In particular, the top management team heading the corporation has committed to granting far more control to local store managers when it comes to selecting which titles will appear on store shelves. In addition to catering to local tastes, such dispersed control can help each store develop a sort of personality. A location in a more rural area might stock more how-to books, not just to support local farmers’ and ranchers’ efforts to fix things around their homesteads but also to reflect the store manager’s own love of projects. A store that sits on an outparcel near a mall with both a yoga studio and an aromatherapy store might want to stock more meditation, philosophy, exercise, and self-help books to potentially appeal to shoppers who are likely to drop in for an unplanned visit.

Despite the promised benefits of such a strategy, it also creates some new challenges for the bookseller. Although store managers gained more responsibility and control, other jobs became redundant. Specifically, Barnes & Noble undertook layoffs of many of the corporate-level book buyers, who previously had responsibility for selecting the titles for all retail operations. Widespread layoffs can be detrimental to employee morale, even as the company is hoping to encourage more buy-in to the revised organizational chart.

Furthermore, the book buying industry features long-standing, well-established contracts between retailers and the publishers that provide their inventory. If Barnes & Noble allows local store managers to decide which texts to stock, it might find that it cannot meet preset quotas for orders of certain titles. The decentralized decision making also means that Barnes & Noble runs the risk of undermining some of the bulk discounts that it receives from publishers. If one particular store simply chooses not to carry a title, because the manager believes it will not sell, the entire chain ultimately might not buy enough to earn the discount rate.

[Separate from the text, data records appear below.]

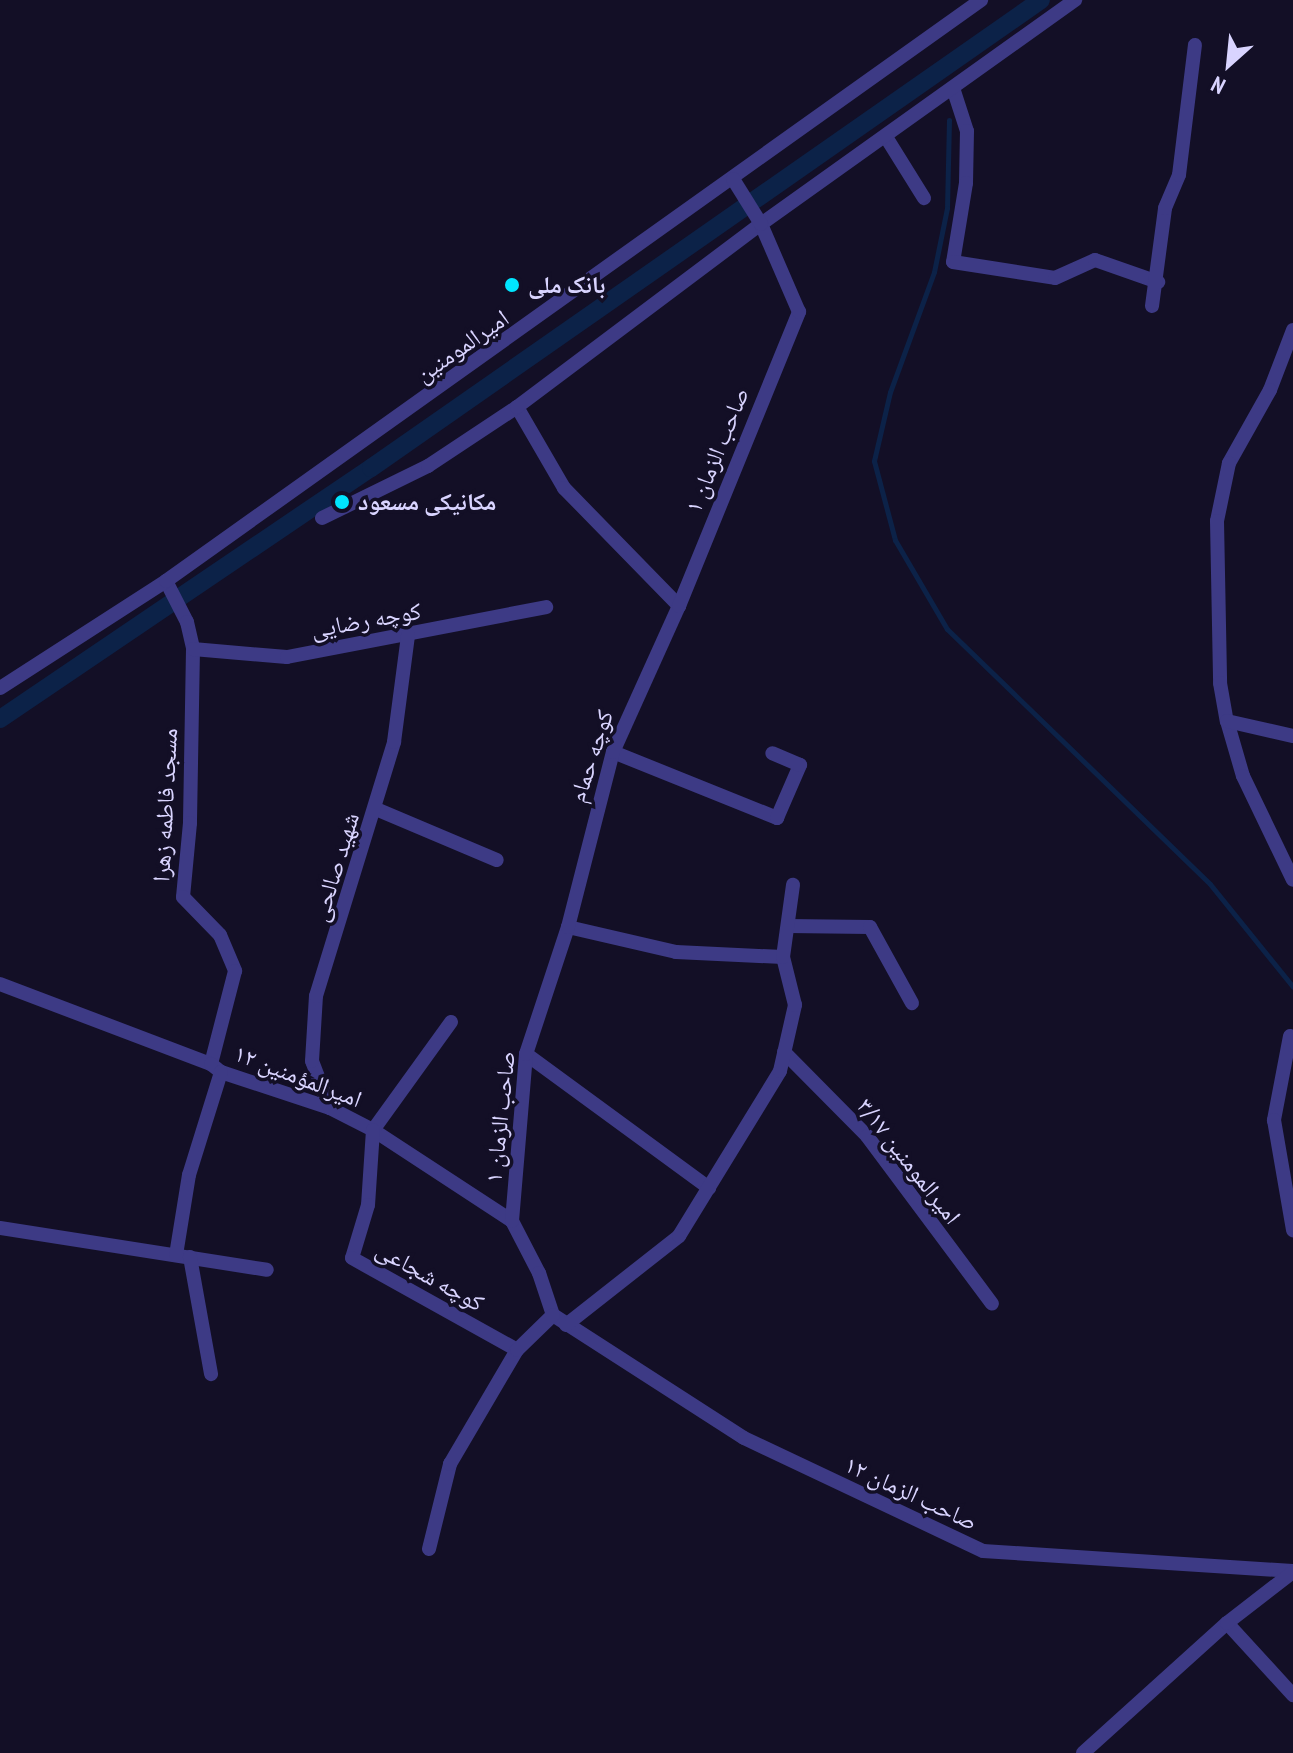 <!DOCTYPE html>
<meta charset="utf-8">
<style>
body{margin:0}
#map{position:relative;width:1293px;height:1753px;overflow:hidden;background:#130f26;font-family:"PT Sans Narrow","Noto Naskh Arabic",sans-serif}
div>[style]{position:absolute}
.stream>*{height:5px;margin:-2.5px;padding:0 2.5px;transform-origin:2.5px;border-radius:2.5px;background:#0c2248}
.canal>*{height:18px;margin:-9px;padding:0 9px;transform-origin:9px;border-radius:9px;background:#0c2248}
.street>*{height:14px;margin:-7px;padding:0 7px;transform-origin:7px;border-radius:7px;background:#3d3a85}
.dots>*{width:22px;height:22px;translate:-50% -50%;box-sizing:border-box;border:4px solid #130f26;border-radius:50%}
span{translate:-50% -50%;white-space:nowrap;text-align:center;line-height:1.15;-webkit-text-stroke:7px #130f26;paint-order:stroke}
.poi-label{font-size:24px;color:#d9d4ff;font-weight:700}
.left{translate:0 -50%;text-align:left}
.street-label{font-size:24px;color:#d9d4ff}
.north{position:absolute;left:1189px;top:24px;width:80px;height:80px;-webkit-text-stroke:6px #130f26;paint-order:stroke;rotate:207deg;font-size:22px;font-weight:700;line-height:32px;text-align:center;color:#d9d4ff}
.north::after{content:'';display:block;margin:auto;width:28px;height:36px;background:#d9d4ff;clip-path:polygon(50% 0,100% 100%,50% 72%,0 100%)}
</style>
<div id="map">
<div class="stream">
<div style="left:949px;top:120px;width:88px;rotate:91.3deg"></div>
<div style="left:947px;top:208px;width:65px;rotate:101.5deg"></div>
<div style="left:934px;top:272px;width:128px;rotate:110.1deg"></div>
<div style="left:890px;top:392px;width:71px;rotate:103.1deg"></div>
<div style="left:874px;top:461px;width:82px;rotate:75.1deg"></div>
<div style="left:895px;top:540px;width:103px;rotate:59.7deg"></div>
<div style="left:947px;top:629px;width:366px;rotate:44.1deg"></div>
<div style="left:1210px;top:884px;width:132px;rotate:51.1deg"></div>
</div>
<div class="canal">
<div style="left:0;top:719px;width:448px;rotate:-34.1deg"></div>
<div style="left:371px;top:468px;width:817px;rotate:-34.93deg"></div>
</div>
<div class="street">
<div style="left:953px;top:88px;width:45px;rotate:72deg"></div>
<div style="left:967px;top:131px;width:52px;rotate:91.1deg"></div>
<div style="left:966px;top:183px;width:80px;rotate:99.3deg"></div>
<div style="left:953px;top:262px;width:103px;rotate:8.9deg"></div>
<div style="left:1055px;top:278px;width:44px;rotate:-24.2deg"></div>
<div style="left:1095px;top:260px;width:67px;rotate:19.2deg"></div>
<div style="left:886px;top:137px;width:72px;rotate:58.1deg"></div>
<div style="left:1152px;top:306px;width:99px;rotate:-82.4deg"></div>
<div style="left:1165px;top:208px;width:36px;rotate:-67deg"></div>
<div style="left:1179px;top:175px;width:131px;rotate:-83deg"></div>
<div style="left:1293px;top:330px;width:64px;rotate:111deg"></div>
<div style="left:1270px;top:390px;width:84px;rotate:119.3deg"></div>
<div style="left:1229px;top:463px;width:59px;rotate:101.7deg"></div>
<div style="left:1217px;top:521px;width:162px;rotate:88.9deg"></div>
<div style="left:1220px;top:683px;width:39px;rotate:80deg"></div>
<div style="left:1227px;top:721px;width:57px;rotate:73.8deg"></div>
<div style="left:1243px;top:776px;width:115px;rotate:64.3deg"></div>
<div style="left:517px;top:407px;width:94px;rotate:59.9deg"></div>
<div style="left:564px;top:488px;width:165px;rotate:45.7deg"></div>
<div style="left:322px;top:518px;width:118px;rotate:-26.1deg"></div>
<div style="left:428px;top:466px;width:107px;rotate:-33.5deg"></div>
<div style="left:517px;top:407px;width:305px;rotate:-36.9deg"></div>
<div style="left:761px;top:224px;width:386px;rotate:-35.5deg"></div>
<div style="left:166px;top:581px;width:46px;rotate:62.9deg"></div>
<div style="left:187px;top:622px;width:28px;rotate:77deg"></div>
<div style="left:193px;top:649px;width:174px;rotate:91deg"></div>
<div style="left:190px;top:823px;width:74px;rotate:95.4deg"></div>
<div style="left:183px;top:897px;width:53px;rotate:45.8deg"></div>
<div style="left:220px;top:935px;width:39px;rotate:67deg"></div>
<div style="left:235px;top:971px;width:96px;rotate:104.5deg"></div>
<div style="left:193px;top:649px;width:94px;rotate:4.9deg"></div>
<div style="left:287px;top:657px;width:264px;rotate:-10.9deg"></div>
<div style="left:0;top:688px;width:197px;rotate:-32.8deg"></div>
<div style="left:166px;top:581px;width:1001px;rotate:-35.48deg"></div>
<div style="left:1227px;top:721px;width:68px;rotate:12.8deg"></div>
<div style="left:613px;top:752px;width:177px;rotate:21.9deg"></div>
<div style="left:777px;top:818px;width:58px;rotate:-66.5deg"></div>
<div style="left:800px;top:765px;width:30px;rotate:-157deg"></div>
<div style="left:376px;top:809px;width:131px;rotate:22.9deg"></div>
<div style="left:788px;top:926px;width:82px;rotate:0.7deg"></div>
<div style="left:870px;top:927px;width:87px;rotate:61.1deg"></div>
<div style="left:568px;top:927px;width:111px;rotate:13deg"></div>
<div style="left:676px;top:952px;width:107px;rotate:2.7deg"></div>
<div style="left:0;top:984px;width:226px;rotate:20.8deg"></div>
<div style="left:211px;top:1064px;width:13px;rotate:39deg"></div>
<div style="left:221px;top:1072px;width:115px;rotate:18.3deg"></div>
<div style="left:330px;top:1108px;width:48px;rotate:27.1deg"></div>
<div style="left:373px;top:1130px;width:166px;rotate:33.2deg"></div>
<div style="left:512px;top:1221px;width:59px;rotate:62.6deg"></div>
<div style="left:539px;top:1273px;width:44px;rotate:71.6deg"></div>
<div style="left:451px;top:1022px;width:133px;rotate:125.8deg"></div>
<div style="left:373px;top:1130px;width:75px;rotate:93.8deg"></div>
<div style="left:368px;top:1205px;width:55px;rotate:106.8deg"></div>
<div style="left:352px;top:1258px;width:189px;rotate:29.1deg"></div>
<div style="left:1290px;top:1036px;width:86px;rotate:100.8deg"></div>
<div style="left:1274px;top:1120px;width:112px;rotate:80.2deg"></div>
<div style="left:784px;top:1052px;width:118px;rotate:45.3deg"></div>
<div style="left:867px;top:1136px;width:209px;rotate:53.3deg"></div>
<div style="left:526px;top:1054px;width:227px;rotate:36.2deg"></div>
<div style="left:330px;top:1108px;width:50px;rotate:-111deg"></div>
<div style="left:312px;top:1061px;width:65px;rotate:-86.5deg"></div>
<div style="left:316px;top:996px;width:266px;rotate:-72.9deg"></div>
<div style="left:394px;top:742px;width:108px;rotate:-82.5deg"></div>
<div style="left:512px;top:1221px;width:168px;rotate:-85.2deg"></div>
<div style="left:526px;top:1054px;width:134px;rotate:-71.7deg"></div>
<div style="left:568px;top:927px;width:181px;rotate:-75.6deg"></div>
<div style="left:613px;top:752px;width:160px;rotate:-65.7deg"></div>
<div style="left:679px;top:606px;width:318px;rotate:-67.8deg"></div>
<div style="left:799px;top:312px;width:96px;rotate:-113.4deg"></div>
<div style="left:761px;top:224px;width:53px;rotate:-121.9deg"></div>
<div style="left:0;top:1228px;width:270px;rotate:8.9deg"></div>
<div style="left:176px;top:1255px;width:81px;rotate:-80.8deg"></div>
<div style="left:189px;top:1175px;width:108px;rotate:-72.7deg"></div>
<div style="left:190px;top:1257px;width:119px;rotate:79.8deg"></div>
<div style="left:553px;top:1315px;width:227px;rotate:32.8deg"></div>
<div style="left:744px;top:1438px;width:264px;rotate:25.3deg"></div>
<div style="left:983px;top:1551px;width:311px;rotate:3.7deg"></div>
<div style="left:566px;top:1325px;width:144px;rotate:-38.2deg"></div>
<div style="left:679px;top:1236px;width:193px;rotate:-58.5deg"></div>
<div style="left:780px;top:1071px;width:68px;rotate:-77.2deg"></div>
<div style="left:795px;top:1005px;width:49px;rotate:-104deg"></div>
<div style="left:783px;top:957px;width:73px;rotate:-82.1deg"></div>
<div style="left:429px;top:1549px;width:88px;rotate:-76.1deg"></div>
<div style="left:450px;top:1464px;width:132px;rotate:-59.6deg"></div>
<div style="left:517px;top:1350px;width:50px;rotate:-44.2deg"></div>
<div style="left:1227px;top:1623px;width:98px;rotate:47.5deg"></div>
<div style="left:1083px;top:1753px;width:194px;rotate:-42.1deg"></div>
<div style="left:1227px;top:1623px;width:83px;rotate:-37.7deg"></div>
</div>
<div class="dots">
<div style="left:512px;top:285px;background:#00e5ff"></div>
<div style="left:342px;top:502px;background:#00e5ff"></div>
</div>
<div class="poi-label">
<span class="left" style="left:528px;top:285px">بانک ملی</span>
<span class="left" style="left:358px;top:502px">مکانیکی مسعود</span>
</div>
<div class="street-label">
<span style="left:462px;top:346px;rotate:-35deg">امیرالمومنین</span>
<span style="left:717px;top:450px;rotate:-68deg">صاحب الزمان ۱</span>
<span style="left:366px;top:620px;rotate:-10deg">کوچه رضایی</span>
<span style="left:591px;top:756px;rotate:-72deg">کوچه حمام</span>
<span style="left:165px;top:805px;rotate:-87deg">مسجد فاطمه زهرا</span>
<span style="left:335px;top:867px;rotate:-73deg">شهید صالحی</span>
<span style="left:298px;top:1076px;rotate:21deg">امیرالمؤمنین ۱۲</span>
<span style="left:500px;top:1117px;rotate:-84deg">صاحب الزمان ۱</span>
<span style="left:909px;top:1161px;rotate:52deg">امیرالمومنین ۳/۱۷</span>
<span style="left:430px;top:1276px;rotate:29deg">کوچه شجاعی</span>
<span style="left:911px;top:1493px;rotate:25deg">صاحب الزمان ۱۲</span>
</div>
<div class="north">N</div>
</div>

But the firm’s executives assert that these potential concerns are worth the risk, because ultimately costs across the chain will decrease if each store turns over its appropriate, curated inventory more efficiently. They also will not have to enter into excessive negotiations with publishers to get them to take back unsold books—a practice that currently eats up a lot of time and energy in the book supply chain.

Discussion Questions:

  1. For which category of human resources is this decentralization initiative beneficial, and for whom is it detrimental?
  2. Are purchases of books sufficiently varied and subject to local whims and tastes to justify a localized strategy? Defend your answer.